===== RECORD SET =====

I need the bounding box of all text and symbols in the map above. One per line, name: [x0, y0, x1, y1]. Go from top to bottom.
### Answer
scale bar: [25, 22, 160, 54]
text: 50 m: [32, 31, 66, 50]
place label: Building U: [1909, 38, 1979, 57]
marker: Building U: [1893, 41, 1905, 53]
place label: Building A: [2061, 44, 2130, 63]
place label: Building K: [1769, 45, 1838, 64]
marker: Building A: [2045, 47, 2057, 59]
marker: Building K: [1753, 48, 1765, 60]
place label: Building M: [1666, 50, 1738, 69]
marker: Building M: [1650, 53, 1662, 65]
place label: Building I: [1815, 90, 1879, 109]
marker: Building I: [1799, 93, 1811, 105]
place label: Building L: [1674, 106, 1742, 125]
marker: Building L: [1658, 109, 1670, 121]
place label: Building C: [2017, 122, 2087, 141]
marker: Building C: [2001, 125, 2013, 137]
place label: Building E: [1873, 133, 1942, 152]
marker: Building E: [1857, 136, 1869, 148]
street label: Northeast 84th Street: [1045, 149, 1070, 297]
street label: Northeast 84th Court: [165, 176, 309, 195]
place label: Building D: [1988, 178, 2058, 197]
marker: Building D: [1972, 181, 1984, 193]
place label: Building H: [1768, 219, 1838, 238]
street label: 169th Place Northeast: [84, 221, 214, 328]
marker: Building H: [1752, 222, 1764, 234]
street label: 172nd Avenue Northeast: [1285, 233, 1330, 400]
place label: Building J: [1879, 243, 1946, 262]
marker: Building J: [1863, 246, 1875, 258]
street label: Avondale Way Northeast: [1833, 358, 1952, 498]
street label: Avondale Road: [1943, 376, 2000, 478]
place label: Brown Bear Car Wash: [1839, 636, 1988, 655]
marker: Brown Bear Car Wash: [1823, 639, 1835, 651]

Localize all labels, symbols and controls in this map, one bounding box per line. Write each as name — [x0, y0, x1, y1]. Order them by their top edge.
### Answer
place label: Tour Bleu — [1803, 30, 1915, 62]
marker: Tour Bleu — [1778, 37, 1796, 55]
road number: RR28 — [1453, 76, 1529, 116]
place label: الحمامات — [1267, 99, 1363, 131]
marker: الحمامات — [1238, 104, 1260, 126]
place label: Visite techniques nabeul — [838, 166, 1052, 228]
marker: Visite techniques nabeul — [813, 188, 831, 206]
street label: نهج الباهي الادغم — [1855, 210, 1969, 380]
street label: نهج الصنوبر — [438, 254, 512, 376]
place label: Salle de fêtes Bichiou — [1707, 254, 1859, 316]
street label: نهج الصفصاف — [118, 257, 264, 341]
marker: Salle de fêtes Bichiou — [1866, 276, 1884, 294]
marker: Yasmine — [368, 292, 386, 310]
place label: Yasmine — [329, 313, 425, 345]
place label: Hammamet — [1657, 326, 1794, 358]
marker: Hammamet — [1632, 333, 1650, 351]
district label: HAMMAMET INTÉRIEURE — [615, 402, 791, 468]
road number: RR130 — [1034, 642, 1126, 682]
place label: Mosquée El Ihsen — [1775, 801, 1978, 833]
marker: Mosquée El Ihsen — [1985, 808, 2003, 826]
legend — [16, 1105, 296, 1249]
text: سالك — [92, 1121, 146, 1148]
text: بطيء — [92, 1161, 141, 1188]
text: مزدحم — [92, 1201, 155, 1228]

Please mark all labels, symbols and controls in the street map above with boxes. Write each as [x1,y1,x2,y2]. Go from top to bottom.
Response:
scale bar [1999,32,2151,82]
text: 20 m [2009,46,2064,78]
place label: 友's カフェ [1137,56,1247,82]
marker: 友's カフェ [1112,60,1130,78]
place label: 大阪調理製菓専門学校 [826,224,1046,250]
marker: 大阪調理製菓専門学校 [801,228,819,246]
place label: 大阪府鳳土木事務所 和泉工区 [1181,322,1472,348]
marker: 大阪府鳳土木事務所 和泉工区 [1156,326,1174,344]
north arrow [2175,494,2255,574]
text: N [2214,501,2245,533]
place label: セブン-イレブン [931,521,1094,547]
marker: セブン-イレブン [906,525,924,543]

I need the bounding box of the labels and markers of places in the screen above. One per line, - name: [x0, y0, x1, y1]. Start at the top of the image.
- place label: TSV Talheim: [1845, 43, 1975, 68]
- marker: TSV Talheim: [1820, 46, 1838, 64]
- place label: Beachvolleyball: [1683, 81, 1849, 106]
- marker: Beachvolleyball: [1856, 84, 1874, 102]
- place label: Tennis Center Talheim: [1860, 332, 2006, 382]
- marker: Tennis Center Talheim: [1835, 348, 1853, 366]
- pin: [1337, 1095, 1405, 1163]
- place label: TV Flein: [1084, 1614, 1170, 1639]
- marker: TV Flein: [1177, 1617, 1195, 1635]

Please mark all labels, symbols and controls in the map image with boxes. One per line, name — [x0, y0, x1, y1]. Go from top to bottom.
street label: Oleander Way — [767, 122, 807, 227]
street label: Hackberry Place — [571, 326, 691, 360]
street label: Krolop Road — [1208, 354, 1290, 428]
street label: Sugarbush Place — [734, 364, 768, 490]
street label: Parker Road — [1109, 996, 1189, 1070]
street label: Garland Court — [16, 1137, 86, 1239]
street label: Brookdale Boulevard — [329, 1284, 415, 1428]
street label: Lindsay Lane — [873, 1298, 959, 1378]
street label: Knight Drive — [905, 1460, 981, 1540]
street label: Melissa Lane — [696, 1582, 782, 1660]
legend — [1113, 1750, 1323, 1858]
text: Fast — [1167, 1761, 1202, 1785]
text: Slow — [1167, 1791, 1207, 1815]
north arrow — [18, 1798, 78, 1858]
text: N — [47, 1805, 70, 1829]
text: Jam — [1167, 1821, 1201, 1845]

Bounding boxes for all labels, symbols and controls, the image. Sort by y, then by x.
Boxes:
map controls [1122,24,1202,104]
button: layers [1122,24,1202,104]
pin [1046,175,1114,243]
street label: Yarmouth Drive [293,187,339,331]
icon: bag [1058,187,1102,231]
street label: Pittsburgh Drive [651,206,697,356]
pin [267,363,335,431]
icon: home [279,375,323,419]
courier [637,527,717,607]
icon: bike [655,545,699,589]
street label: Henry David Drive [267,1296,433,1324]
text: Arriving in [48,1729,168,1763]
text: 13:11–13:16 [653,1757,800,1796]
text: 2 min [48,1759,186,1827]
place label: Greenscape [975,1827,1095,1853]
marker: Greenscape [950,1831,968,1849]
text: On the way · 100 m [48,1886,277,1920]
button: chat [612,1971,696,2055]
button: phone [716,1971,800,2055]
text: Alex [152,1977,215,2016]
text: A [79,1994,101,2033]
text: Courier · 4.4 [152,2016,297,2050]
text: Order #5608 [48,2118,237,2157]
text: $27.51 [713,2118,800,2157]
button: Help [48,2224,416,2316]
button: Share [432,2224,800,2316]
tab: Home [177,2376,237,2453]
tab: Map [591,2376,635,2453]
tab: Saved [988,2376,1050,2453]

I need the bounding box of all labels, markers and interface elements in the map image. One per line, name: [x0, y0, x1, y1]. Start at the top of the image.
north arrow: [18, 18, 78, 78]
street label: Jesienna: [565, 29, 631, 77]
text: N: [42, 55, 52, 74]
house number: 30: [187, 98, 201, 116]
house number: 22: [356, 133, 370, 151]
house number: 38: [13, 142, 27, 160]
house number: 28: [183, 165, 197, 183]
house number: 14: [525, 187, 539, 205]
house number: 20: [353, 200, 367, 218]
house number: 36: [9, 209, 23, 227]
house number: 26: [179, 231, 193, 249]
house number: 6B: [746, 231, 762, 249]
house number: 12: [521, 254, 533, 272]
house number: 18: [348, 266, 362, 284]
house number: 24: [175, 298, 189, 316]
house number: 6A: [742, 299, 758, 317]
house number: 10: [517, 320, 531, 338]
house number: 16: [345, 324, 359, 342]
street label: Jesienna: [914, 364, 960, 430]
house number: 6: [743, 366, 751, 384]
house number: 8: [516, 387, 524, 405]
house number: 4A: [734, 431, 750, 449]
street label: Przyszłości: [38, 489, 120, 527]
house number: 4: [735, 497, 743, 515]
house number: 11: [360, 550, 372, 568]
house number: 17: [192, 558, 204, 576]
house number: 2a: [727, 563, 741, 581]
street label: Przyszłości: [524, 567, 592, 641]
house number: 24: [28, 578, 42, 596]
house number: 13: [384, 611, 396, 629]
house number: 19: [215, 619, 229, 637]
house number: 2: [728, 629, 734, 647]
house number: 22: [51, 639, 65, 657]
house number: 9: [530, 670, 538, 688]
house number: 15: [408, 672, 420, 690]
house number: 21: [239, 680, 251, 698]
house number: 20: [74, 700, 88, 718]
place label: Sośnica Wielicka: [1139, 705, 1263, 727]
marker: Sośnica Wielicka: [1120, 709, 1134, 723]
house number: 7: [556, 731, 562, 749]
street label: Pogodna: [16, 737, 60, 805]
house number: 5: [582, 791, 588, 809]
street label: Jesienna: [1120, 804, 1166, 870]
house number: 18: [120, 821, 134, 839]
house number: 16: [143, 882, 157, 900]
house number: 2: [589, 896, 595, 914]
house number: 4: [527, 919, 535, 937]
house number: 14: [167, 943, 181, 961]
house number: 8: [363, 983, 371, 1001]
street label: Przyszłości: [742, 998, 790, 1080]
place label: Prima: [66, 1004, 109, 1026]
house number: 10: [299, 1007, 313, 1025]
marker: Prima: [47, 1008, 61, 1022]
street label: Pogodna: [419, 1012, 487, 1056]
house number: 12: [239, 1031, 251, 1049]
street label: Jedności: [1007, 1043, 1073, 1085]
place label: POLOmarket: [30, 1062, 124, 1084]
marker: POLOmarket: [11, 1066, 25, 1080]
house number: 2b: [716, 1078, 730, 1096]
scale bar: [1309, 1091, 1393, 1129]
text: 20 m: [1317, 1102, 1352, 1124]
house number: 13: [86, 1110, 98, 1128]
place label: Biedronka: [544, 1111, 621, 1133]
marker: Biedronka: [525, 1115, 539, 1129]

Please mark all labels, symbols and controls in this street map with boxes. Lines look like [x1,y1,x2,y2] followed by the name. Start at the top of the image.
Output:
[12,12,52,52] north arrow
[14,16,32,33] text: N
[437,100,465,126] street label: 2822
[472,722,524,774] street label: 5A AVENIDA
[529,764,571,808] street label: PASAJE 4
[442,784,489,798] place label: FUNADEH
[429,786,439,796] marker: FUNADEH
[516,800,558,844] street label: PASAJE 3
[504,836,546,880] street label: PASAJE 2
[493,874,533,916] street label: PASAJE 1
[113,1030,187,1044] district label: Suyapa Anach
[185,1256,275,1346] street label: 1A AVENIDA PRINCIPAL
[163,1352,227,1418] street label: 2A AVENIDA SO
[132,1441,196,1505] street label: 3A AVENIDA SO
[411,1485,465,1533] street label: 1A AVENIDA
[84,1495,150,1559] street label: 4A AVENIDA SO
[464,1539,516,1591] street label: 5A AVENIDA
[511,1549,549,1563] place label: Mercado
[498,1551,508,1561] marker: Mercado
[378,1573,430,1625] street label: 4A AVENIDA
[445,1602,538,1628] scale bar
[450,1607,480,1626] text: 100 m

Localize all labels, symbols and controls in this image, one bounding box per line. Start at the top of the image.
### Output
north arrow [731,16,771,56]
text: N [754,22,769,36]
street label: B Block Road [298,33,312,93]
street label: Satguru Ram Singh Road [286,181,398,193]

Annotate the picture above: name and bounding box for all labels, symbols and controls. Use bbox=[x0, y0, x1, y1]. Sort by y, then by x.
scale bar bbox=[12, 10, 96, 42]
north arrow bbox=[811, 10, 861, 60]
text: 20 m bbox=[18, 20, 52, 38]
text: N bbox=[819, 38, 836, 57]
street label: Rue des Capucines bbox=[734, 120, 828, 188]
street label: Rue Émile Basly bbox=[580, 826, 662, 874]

=====

* _TASK_:
Word for word, please print every line from the beginning of the records to the line bearing "Localize all labels, symbols and controls in this map, one", counting both ends and stopping there.

* _WRITTEN ANSWER_:
I need the bounding box of all text and symbols in the map above. One per line, name: [x0, y0, x1, y1]. Go from top to bottom.
### Answer
scale bar: [25, 22, 160, 54]
text: 50 m: [32, 31, 66, 50]
place label: Building U: [1909, 38, 1979, 57]
marker: Building U: [1893, 41, 1905, 53]
place label: Building A: [2061, 44, 2130, 63]
place label: Building K: [1769, 45, 1838, 64]
marker: Building A: [2045, 47, 2057, 59]
marker: Building K: [1753, 48, 1765, 60]
place label: Building M: [1666, 50, 1738, 69]
marker: Building M: [1650, 53, 1662, 65]
place label: Building I: [1815, 90, 1879, 109]
marker: Building I: [1799, 93, 1811, 105]
place label: Building L: [1674, 106, 1742, 125]
marker: Building L: [1658, 109, 1670, 121]
place label: Building C: [2017, 122, 2087, 141]
marker: Building C: [2001, 125, 2013, 137]
place label: Building E: [1873, 133, 1942, 152]
marker: Building E: [1857, 136, 1869, 148]
street label: Northeast 84th Street: [1045, 149, 1070, 297]
street label: Northeast 84th Court: [165, 176, 309, 195]
place label: Building D: [1988, 178, 2058, 197]
marker: Building D: [1972, 181, 1984, 193]
place label: Building H: [1768, 219, 1838, 238]
street label: 169th Place Northeast: [84, 221, 214, 328]
marker: Building H: [1752, 222, 1764, 234]
street label: 172nd Avenue Northeast: [1285, 233, 1330, 400]
place label: Building J: [1879, 243, 1946, 262]
marker: Building J: [1863, 246, 1875, 258]
street label: Avondale Way Northeast: [1833, 358, 1952, 498]
street label: Avondale Road: [1943, 376, 2000, 478]
place label: Brown Bear Car Wash: [1839, 636, 1988, 655]
marker: Brown Bear Car Wash: [1823, 639, 1835, 651]

Localize all labels, symbols and controls in this map, one bounding box per line. Write each as name — [x0, y0, x1, y1]. Order them by their top edge.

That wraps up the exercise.